Another Wavelength: Jeffrey Melzer
This month in Another Wavelength, we chat with 4th year Ph.D. Student Jeffrey Melzer, currently mentored by Euan McLeod.
Where are you from?
I was born and raised in West Windsor, New Jersey. Until I moved to Tucson for graduate school, I had never lived anywhere outside of Jersey.
What brought you to study optics?
My interest in optics stems from my undergraduate research experience. Although I studied materials science for my undergraduate degree, I worked in a lab that fabricated optical fibers. I quickly found myself more interested in my research than the degree that I was pursuing. After earning my bachelor's degree, I went on to pursue higher education and research opportunities in optics so that I could better understand and appreciate the field I had enjoyed so much as an undergraduate.
Who is your hero in science?
I have two heroes in science. One is Arthur Ashkin, who recently received the Nobel Prize in Physics. I think I have read all of his publications on optical tweezers and it's really cool to see the progression of the technology during its early stages, especially the images and video clips from the earliest implementations. Since I work with optical tweezers as well, I have the ultimate respect for what he has accomplished. My other hero in science is my former research advisor, James Harrington. He developed hollow-core optical waveguides which formed the basis of my undergraduate research. He helped me grow as both a scientist and an individual and his passions for science, optics, and mentorship were truly inspiring.

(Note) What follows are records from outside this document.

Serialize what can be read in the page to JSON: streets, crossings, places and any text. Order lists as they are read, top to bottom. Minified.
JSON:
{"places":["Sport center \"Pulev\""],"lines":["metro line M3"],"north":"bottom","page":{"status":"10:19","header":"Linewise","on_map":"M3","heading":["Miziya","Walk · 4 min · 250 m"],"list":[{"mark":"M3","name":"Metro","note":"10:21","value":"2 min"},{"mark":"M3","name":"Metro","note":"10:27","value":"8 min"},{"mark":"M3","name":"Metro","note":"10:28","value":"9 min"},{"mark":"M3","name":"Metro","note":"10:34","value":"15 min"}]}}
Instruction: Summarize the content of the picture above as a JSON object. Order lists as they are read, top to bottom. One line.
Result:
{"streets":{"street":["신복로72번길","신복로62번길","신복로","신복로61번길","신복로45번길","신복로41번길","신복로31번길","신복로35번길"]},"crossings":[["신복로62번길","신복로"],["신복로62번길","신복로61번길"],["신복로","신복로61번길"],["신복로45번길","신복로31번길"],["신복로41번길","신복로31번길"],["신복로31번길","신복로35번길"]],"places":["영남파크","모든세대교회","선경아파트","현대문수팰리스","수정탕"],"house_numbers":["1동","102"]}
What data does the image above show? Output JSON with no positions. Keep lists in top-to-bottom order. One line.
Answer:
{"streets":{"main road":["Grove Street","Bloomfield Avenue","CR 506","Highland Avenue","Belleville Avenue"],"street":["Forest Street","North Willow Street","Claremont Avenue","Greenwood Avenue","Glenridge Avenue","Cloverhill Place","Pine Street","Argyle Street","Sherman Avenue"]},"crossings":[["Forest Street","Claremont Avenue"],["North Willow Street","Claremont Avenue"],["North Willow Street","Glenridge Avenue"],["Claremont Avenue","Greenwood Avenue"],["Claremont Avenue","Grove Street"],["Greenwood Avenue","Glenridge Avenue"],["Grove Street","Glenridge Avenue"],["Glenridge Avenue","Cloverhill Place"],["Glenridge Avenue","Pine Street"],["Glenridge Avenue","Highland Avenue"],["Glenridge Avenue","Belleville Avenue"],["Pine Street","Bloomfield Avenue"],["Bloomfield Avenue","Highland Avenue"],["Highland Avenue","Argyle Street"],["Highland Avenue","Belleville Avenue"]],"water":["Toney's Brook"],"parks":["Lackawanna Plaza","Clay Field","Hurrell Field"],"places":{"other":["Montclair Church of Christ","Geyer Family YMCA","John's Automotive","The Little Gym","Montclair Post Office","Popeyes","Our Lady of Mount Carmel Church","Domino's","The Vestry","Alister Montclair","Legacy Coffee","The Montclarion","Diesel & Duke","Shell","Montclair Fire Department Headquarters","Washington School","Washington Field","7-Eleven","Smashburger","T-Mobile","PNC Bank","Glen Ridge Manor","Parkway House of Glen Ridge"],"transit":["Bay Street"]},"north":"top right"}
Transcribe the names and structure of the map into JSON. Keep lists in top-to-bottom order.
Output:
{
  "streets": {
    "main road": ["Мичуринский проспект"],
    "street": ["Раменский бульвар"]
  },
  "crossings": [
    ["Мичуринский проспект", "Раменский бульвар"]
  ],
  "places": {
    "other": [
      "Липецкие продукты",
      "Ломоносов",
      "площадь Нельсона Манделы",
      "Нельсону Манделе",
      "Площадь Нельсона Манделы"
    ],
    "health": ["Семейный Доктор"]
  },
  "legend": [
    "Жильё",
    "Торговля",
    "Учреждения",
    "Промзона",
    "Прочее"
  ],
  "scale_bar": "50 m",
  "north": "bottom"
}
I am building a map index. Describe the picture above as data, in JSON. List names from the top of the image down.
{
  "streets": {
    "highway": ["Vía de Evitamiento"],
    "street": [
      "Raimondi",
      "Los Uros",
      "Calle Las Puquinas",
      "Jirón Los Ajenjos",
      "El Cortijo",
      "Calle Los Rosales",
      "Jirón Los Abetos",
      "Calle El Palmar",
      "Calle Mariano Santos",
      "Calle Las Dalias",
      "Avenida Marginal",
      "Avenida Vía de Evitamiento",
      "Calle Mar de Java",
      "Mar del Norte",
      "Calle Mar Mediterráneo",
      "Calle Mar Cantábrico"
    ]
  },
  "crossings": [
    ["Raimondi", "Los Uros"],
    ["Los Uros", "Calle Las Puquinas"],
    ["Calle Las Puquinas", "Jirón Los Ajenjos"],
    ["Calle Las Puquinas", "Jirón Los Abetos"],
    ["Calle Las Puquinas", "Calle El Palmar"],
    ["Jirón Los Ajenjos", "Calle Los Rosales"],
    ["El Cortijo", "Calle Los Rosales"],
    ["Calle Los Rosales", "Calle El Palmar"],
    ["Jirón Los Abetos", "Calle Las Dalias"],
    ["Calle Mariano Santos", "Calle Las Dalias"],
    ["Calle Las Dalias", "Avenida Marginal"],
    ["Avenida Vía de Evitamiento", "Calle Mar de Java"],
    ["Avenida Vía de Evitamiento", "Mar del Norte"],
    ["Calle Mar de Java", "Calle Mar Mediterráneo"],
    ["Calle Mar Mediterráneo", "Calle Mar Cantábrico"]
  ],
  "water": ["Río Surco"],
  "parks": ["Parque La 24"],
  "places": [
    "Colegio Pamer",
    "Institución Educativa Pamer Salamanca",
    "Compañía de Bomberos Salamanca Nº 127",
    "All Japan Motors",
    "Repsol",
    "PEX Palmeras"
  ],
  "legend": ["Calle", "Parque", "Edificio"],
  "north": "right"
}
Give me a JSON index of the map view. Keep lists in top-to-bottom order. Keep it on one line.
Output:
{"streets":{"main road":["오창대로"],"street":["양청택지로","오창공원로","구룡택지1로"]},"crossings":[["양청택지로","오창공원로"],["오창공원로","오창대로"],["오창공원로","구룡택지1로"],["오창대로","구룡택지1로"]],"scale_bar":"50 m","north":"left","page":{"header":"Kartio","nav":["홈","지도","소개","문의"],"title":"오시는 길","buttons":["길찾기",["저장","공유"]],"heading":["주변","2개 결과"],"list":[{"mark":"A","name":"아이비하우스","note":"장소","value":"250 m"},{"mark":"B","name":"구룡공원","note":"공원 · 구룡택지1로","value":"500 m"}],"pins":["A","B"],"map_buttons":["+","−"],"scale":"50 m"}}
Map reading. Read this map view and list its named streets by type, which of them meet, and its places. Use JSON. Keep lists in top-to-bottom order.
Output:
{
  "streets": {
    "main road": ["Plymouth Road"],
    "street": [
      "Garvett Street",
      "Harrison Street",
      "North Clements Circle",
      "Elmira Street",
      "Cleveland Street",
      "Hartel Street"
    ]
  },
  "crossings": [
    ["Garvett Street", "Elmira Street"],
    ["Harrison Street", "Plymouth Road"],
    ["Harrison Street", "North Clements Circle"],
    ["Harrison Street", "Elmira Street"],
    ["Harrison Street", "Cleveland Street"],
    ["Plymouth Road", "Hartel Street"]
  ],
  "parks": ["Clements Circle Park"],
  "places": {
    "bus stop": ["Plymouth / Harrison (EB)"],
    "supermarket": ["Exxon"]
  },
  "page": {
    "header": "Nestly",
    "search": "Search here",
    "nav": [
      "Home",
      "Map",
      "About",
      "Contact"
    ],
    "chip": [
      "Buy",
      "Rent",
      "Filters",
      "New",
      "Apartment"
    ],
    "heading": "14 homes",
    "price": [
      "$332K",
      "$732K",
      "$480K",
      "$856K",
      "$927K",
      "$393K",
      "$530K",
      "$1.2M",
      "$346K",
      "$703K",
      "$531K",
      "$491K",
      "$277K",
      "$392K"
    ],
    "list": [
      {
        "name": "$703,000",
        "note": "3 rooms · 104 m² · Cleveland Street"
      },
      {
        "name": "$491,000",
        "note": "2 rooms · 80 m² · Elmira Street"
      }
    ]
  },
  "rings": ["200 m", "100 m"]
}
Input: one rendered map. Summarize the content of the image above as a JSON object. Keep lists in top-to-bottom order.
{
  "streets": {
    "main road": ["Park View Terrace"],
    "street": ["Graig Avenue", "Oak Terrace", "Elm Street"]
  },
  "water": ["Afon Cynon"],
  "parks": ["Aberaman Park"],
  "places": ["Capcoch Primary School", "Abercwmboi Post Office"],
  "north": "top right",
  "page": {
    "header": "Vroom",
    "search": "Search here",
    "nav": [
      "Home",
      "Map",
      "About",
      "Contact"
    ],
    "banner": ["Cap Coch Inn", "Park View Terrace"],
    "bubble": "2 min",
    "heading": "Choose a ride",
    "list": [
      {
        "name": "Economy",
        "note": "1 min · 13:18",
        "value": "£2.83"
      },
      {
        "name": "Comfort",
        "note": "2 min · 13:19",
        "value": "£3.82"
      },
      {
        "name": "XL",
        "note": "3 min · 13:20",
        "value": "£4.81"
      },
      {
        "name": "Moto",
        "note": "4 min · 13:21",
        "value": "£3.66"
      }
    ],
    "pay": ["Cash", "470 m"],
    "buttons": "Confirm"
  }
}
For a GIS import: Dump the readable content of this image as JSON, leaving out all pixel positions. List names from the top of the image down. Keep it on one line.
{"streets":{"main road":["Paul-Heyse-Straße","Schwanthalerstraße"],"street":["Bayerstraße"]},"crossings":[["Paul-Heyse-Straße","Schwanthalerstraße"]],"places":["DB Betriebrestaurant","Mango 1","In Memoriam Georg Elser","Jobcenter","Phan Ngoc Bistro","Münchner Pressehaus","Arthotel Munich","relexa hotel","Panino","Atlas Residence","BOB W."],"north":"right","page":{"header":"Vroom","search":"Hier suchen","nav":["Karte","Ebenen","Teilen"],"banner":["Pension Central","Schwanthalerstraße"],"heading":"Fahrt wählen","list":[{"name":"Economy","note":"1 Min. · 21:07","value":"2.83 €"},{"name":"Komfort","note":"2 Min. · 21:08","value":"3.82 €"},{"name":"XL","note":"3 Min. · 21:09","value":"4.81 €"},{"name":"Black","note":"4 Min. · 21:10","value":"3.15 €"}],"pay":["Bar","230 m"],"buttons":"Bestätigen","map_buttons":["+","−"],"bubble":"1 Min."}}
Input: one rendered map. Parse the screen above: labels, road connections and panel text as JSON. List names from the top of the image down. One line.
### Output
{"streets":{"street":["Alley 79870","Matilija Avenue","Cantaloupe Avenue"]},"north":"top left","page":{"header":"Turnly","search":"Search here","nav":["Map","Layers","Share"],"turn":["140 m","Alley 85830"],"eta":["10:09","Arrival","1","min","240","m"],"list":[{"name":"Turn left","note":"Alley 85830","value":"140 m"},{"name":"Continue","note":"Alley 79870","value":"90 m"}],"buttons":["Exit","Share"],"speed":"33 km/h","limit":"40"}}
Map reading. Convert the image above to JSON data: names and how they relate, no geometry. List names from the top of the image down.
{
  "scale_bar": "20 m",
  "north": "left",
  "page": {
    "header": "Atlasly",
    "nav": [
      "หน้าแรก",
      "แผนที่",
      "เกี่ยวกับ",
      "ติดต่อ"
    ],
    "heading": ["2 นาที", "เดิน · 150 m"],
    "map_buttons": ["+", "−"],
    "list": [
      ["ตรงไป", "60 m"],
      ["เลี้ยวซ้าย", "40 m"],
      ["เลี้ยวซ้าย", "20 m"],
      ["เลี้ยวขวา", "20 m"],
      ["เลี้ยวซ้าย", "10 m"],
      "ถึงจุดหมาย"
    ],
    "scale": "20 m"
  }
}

Describe your research in 20 words or fewer.
I use a laser beam to manipulate small objects that I assemble into cool structures.
Describe your research in 200 words or fewer.
My research is centered around optical tweezers. I use this technology to manipulate small objects (typically dielectric or metallic spheres) in 3-dimensional space. The objects are coated with biological linker molecules such that they will bind to each other when they come into contact. If we position these objects in a serial fashion, then we can build up extended structures using individual building blocks - basically, an optical tweezers based bottom-up assembly technique. The main advantages of using optical tweezers to build structures include biocompatibility (we can use live cells as building blocks!), the ability to trap a variety of objects (various shapes, sizes, and materials), and precise 3D positioning capability. Ultimately, we are capable of building complex, multimaterial, 3-dimensional structures with good resolution, which can be challenging or often impossible using existing nanofabrication techniques. This gives rise to the ability to fabricate unique optical structures, such as metamaterials or photonic crystals.
Name three neat facts about you.
- I have a Shih Tzu named Fluffy. He is quite fluffy.
- I used to play trumpet in a ska band.
- I strive to become trilingual (English, Spanish, and Vietnamese).